15.Bölüm(Gerçek)

En başından başla
                                    

Feda ve Can iki ayrı kanepeye yayılarak yerleşmişti.

"Ponçik ya şu adama söyle bir kere de bizi olaysız alsın şu eve." Gözüyle arkamdaki bir yeri işaret ettiğinde Doğu'nun orada olduğunu anlamıştım.

"Can sen bu aralar çok gözüme batmaya başladın. Altını çizerek belli ediyorum. Bu ilk uyarım!" Doğu'nun sesinde tehdit vardı.

"Götüne batmayalım da gözüne batsakta olur."

Can seni öldürmek istemiyorum! Hızla arkama dönüp hareketlenmek üzere olan Doğu'yu ellerimle durdurdum.

"Doğu lütfen. Lütfen, lütfen, lütfen."

"Hırpalanma vakti gelmiş bu çocuğun izin ver de biraz pataklayayım."

Doğu benden izin alıyordu. Duydunuz mu? Beni itip çoktan Can'ı pataklaması gerekirdi. Doğu'yu hanımcı yaptığıma göre kendimi alnımdan öpüyorum. Yürü be Niso!

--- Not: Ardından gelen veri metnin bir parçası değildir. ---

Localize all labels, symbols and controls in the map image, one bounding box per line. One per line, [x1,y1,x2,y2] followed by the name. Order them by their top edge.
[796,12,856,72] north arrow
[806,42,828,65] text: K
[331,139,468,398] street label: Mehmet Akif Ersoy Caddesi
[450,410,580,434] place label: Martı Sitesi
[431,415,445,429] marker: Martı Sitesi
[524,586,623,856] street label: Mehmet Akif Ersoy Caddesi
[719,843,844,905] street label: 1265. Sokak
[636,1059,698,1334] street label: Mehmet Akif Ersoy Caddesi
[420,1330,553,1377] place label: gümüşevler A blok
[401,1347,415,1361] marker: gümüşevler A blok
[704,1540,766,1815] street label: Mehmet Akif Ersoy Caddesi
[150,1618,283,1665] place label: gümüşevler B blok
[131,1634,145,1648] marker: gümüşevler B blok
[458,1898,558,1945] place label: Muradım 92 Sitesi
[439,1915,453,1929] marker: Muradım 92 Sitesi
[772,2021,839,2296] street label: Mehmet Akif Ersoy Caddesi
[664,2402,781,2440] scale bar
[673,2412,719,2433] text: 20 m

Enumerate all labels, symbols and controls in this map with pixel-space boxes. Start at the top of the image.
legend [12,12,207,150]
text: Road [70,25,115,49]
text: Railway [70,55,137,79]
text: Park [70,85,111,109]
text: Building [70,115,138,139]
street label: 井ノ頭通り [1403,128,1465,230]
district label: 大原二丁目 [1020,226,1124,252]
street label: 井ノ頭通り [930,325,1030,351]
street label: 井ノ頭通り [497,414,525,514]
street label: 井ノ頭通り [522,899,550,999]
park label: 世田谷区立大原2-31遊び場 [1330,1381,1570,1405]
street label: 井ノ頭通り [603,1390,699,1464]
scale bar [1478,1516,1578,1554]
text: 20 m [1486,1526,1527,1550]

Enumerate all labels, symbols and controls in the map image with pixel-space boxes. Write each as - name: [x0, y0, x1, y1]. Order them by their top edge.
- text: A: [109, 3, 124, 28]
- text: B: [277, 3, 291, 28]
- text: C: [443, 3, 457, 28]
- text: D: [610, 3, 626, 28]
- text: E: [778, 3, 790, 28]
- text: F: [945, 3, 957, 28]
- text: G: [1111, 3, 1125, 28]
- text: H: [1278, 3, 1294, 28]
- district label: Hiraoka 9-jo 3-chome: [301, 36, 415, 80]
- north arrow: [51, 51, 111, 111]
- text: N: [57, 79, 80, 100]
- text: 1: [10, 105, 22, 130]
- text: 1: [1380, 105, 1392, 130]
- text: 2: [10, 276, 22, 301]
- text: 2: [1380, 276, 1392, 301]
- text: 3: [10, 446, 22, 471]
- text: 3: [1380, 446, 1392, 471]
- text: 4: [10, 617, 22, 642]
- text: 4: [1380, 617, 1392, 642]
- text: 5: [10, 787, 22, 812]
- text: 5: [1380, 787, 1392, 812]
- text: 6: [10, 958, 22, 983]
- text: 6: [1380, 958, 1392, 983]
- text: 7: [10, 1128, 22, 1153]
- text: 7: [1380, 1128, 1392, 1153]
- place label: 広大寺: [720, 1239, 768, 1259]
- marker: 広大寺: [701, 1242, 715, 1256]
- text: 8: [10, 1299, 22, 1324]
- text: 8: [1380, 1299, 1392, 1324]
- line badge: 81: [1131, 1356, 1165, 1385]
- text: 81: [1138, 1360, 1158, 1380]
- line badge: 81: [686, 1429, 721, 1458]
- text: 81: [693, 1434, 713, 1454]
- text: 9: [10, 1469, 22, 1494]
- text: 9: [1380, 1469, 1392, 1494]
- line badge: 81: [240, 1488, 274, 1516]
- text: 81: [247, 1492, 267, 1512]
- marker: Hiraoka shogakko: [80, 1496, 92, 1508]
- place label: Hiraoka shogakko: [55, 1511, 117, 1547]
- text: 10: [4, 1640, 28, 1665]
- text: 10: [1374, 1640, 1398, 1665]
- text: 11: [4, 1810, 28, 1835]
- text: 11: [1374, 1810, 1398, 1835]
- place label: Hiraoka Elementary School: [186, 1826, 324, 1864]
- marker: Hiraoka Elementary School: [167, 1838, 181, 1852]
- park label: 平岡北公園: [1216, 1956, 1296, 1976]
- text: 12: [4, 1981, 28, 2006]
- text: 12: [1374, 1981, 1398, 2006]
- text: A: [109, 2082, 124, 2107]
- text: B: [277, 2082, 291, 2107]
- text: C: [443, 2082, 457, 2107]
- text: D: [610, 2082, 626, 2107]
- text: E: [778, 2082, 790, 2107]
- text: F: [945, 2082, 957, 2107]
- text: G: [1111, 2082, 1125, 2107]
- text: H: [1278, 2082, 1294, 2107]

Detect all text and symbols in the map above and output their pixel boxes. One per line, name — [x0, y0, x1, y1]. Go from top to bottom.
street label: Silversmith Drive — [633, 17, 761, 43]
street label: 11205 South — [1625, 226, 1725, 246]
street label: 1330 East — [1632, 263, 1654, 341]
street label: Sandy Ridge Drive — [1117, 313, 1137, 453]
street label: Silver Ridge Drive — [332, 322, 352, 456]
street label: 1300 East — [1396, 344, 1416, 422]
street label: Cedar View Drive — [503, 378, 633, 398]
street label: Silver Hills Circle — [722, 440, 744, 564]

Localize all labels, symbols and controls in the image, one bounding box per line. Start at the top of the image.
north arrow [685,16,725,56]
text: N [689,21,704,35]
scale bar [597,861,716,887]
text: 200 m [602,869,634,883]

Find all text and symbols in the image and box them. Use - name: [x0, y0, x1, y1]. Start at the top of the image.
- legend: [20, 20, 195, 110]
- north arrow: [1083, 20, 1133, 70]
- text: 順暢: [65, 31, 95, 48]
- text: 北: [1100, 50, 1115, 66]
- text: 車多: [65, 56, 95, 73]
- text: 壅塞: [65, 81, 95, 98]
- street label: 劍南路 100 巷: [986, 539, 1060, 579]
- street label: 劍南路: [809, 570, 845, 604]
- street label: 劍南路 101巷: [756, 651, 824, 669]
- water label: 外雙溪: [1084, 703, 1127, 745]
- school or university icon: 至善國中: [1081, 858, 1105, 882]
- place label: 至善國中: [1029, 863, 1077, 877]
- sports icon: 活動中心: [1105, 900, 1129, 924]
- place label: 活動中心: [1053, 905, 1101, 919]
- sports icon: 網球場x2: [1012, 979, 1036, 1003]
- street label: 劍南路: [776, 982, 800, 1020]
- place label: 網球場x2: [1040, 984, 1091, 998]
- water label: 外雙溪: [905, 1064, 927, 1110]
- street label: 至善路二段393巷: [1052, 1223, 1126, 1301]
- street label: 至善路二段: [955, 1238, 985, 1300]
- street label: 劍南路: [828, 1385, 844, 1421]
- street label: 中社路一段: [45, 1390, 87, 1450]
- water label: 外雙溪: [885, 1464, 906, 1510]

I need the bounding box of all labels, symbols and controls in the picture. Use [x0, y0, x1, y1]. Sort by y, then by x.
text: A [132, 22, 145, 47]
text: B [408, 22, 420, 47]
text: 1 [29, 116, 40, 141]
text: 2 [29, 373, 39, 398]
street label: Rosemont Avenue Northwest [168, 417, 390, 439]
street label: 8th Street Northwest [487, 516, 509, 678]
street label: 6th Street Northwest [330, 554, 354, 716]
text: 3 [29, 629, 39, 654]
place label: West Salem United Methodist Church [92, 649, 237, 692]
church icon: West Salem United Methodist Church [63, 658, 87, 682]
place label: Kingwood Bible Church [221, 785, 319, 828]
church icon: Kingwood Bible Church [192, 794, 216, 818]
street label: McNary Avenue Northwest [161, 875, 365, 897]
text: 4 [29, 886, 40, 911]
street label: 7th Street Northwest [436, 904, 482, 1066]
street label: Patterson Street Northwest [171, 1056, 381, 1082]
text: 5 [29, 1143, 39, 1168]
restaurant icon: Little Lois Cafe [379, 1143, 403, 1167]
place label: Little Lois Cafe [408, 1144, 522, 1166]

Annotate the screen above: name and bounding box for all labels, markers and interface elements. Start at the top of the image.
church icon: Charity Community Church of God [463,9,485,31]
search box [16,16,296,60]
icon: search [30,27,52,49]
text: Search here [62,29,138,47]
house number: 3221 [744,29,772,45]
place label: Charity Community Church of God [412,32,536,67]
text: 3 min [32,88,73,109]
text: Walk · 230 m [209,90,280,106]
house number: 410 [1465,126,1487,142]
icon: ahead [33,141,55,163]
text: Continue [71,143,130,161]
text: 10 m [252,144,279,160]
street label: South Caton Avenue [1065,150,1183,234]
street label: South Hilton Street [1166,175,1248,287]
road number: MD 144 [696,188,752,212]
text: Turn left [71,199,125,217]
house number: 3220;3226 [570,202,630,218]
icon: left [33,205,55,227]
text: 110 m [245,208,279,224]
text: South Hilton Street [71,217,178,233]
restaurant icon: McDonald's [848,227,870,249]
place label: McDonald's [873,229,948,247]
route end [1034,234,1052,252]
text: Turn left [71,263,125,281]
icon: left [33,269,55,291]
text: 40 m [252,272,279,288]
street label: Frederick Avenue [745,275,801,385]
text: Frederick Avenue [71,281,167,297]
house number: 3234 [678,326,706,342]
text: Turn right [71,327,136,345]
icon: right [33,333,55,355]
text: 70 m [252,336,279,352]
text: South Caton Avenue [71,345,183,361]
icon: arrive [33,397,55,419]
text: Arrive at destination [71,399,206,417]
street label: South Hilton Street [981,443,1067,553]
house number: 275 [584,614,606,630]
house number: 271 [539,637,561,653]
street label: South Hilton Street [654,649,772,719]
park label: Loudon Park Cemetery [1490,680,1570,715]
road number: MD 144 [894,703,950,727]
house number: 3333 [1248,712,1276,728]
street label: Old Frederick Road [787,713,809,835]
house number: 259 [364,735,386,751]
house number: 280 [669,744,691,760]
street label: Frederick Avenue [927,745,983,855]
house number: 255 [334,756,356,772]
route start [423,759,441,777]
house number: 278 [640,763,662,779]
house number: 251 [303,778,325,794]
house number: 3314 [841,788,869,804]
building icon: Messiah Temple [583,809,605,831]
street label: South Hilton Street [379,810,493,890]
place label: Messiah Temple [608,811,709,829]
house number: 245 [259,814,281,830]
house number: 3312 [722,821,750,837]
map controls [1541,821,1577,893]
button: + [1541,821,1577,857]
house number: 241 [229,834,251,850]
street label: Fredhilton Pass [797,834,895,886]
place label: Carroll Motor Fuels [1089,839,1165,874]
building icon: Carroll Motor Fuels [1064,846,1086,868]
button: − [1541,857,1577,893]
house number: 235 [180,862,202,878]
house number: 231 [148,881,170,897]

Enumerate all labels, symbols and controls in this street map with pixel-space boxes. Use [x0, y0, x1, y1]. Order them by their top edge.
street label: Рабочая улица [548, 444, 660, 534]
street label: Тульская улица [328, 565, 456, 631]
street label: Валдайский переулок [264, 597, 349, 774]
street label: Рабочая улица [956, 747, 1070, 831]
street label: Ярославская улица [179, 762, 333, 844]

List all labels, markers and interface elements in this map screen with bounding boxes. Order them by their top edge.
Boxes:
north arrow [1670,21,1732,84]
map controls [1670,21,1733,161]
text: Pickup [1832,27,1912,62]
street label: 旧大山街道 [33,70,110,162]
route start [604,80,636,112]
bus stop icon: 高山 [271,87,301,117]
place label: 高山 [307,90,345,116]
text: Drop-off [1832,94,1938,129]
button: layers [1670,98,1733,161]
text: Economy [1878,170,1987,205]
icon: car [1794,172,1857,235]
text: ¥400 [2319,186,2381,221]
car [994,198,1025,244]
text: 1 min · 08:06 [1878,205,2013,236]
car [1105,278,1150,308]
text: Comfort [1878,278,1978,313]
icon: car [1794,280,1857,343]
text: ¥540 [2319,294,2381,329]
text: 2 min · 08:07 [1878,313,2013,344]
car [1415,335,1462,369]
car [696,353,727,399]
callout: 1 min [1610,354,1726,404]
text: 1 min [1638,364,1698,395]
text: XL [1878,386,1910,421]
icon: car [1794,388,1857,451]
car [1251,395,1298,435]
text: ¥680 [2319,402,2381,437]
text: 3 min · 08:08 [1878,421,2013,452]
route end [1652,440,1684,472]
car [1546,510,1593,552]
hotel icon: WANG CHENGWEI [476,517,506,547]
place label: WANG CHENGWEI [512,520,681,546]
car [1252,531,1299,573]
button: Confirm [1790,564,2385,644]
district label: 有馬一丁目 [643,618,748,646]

"Senin izin isteyen o dilini yiyebilir miyim?" Kravatını tutarak onu yüzüme doğru çektim.

"Dikkatimi dağıtmaya çalışıyorsun." Dişlerinin arasından konuştu.

"Başarılı bir hamle olmadı mı yoksa?" Dudağına sokularak nefesimi bıraktım ve hemen geri çekildim.

"Siz bir yere mi gidiyordunuz?"

"Hayır."

"Evet."

Aynı anda Feda'nın sorusunu cevaplamıştık.

"Nereye gidiyoruz Doğu? Ben niye bilmiyorum."

"Kravatıma biraz daha asılırsan seni yatak odasına götürürüm." Kulağıma eğilerek söylediği bu cümleyi sadece ben duymuştum. Ellerimi telaşla çekerek iki yanıma doğru bıraktım.

"Seni bir yere götürmek istiyorum. Gönder şu yapışık ikizlerini!" Sesi emreder gibiydi. Kulağımdan nefesini kopardığında konuşmasına devam etti.

"Yoksa ben kendi yöntemimle göndereceğim."

Gözlerimi bıkkınlıkla devirdim ve benim yapışık ikizlerime doğru döndüm.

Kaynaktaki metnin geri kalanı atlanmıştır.